# What Pier/Surf rod to buy



## aardvarkgraphix (Sep 30, 2005)

I received a Penn 650ssm reel for christmas this year and I am trying to figure a good rod to put this on, ANY SUGGESTIONS? I have about nineteen saltwater rods and reels now but HEY, 1more is needed, HAH! I would like a versatile rod for both surf and pier fishing.


----------



## SeaSalt (Apr 29, 2002)

check out Lamiglas Surf and Jetty series...


----------



## outfishin28 (Jul 15, 2005)

just about anything from G. Loomis is good, but expensive also.


----------



## gasurffish (Jul 27, 2003)

*Surf Rod*

I have a Tica 12' surf rod which is quite responsive yet not priced to bad about $85.00


----------



## DORIGHT (Dec 1, 2006)

Tica's Are Nice And Priced Right...try The Market Place. There Are Some Good People And Awesome Gear On There. I'm Sure You Will Get Plenty Of Knowledgeable Answers.


----------



## KT_UMCP (Oct 11, 2005)

Tsunami or OM


----------



## sinker man (Jun 16, 2006)

Personally I would stick with an 8' rod and make a pier and jetty outfit out of it. That reel isn't going to cast a country mile on any rod. Save the big guns for a reel known for it's casting qualities.


----------



## Intheswamp (Apr 12, 2007)

sinker man said:


> Personally I would stick with an 8' rod and make a pier and jetty outfit out of it. That reel isn't going to cast a country mile on any rod. Save the big guns for a reel known for it's casting qualities.

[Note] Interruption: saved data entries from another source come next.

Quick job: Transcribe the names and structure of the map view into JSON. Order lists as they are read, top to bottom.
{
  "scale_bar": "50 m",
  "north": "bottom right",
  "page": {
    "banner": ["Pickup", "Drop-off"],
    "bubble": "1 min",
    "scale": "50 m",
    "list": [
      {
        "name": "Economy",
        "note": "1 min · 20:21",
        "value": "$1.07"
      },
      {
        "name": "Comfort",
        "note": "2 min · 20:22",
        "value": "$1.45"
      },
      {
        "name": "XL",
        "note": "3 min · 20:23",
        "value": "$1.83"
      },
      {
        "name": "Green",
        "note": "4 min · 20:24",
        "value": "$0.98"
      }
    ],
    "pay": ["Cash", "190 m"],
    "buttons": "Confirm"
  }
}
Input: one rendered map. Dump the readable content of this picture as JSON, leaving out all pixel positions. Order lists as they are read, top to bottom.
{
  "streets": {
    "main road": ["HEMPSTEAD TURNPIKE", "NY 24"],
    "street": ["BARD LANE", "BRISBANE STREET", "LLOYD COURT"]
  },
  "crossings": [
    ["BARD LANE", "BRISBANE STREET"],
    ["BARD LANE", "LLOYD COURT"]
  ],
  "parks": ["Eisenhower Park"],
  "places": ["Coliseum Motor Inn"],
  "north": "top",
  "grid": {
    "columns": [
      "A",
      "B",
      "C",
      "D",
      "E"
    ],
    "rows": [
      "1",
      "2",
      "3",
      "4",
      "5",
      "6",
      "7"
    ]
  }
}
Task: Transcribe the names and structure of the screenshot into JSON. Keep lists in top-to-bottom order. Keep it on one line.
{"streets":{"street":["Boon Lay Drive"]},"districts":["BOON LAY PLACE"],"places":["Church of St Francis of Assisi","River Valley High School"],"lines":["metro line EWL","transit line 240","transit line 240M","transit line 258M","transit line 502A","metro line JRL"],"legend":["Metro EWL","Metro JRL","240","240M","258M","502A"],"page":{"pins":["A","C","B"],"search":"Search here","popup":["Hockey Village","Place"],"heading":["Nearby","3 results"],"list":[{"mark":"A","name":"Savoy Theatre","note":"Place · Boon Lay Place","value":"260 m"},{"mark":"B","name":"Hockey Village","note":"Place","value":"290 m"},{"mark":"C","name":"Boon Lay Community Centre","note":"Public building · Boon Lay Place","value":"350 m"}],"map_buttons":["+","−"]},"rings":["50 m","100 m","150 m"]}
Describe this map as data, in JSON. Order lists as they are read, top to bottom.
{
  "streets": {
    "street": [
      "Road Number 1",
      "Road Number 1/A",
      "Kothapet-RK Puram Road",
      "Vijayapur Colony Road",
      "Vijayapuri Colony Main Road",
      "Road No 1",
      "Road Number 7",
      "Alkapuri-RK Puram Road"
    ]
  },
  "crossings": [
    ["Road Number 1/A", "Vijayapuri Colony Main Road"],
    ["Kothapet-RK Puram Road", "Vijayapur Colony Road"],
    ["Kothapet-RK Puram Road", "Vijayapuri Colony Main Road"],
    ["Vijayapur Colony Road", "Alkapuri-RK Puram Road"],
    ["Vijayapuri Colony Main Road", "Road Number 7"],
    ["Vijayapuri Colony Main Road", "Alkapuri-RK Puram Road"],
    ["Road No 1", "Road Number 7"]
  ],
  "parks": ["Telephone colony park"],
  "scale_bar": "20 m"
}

I was considering the 650ssm for a surf setup....what would be a good reel in the same price range that *would* cast well for the surf?
Thanks.

Ed


----------



## LiteTackleChamp (Jul 29, 2005)

try a diawa emcast, 59.99 and i heard they cast a country mile


----------



## Intheswamp (Apr 12, 2007)

bmcox86 said:


> try a diawa emcast, 59.99 and i heard they cast a country mile


That's a lot less expensive than the Emblem Pro, that's for sure! 

Below is a link to a Daiwa® Emcast® Plus/Ocean Master™ Surf Rod and Reel Combo. I'm looking at the 5000 model reel with either the 10' or 9' rod. I'd like to have the 10-footer but I'm not sure how the 4-8oz lure specification of the 10-footer would work with only 2-3 ounces of lead. ????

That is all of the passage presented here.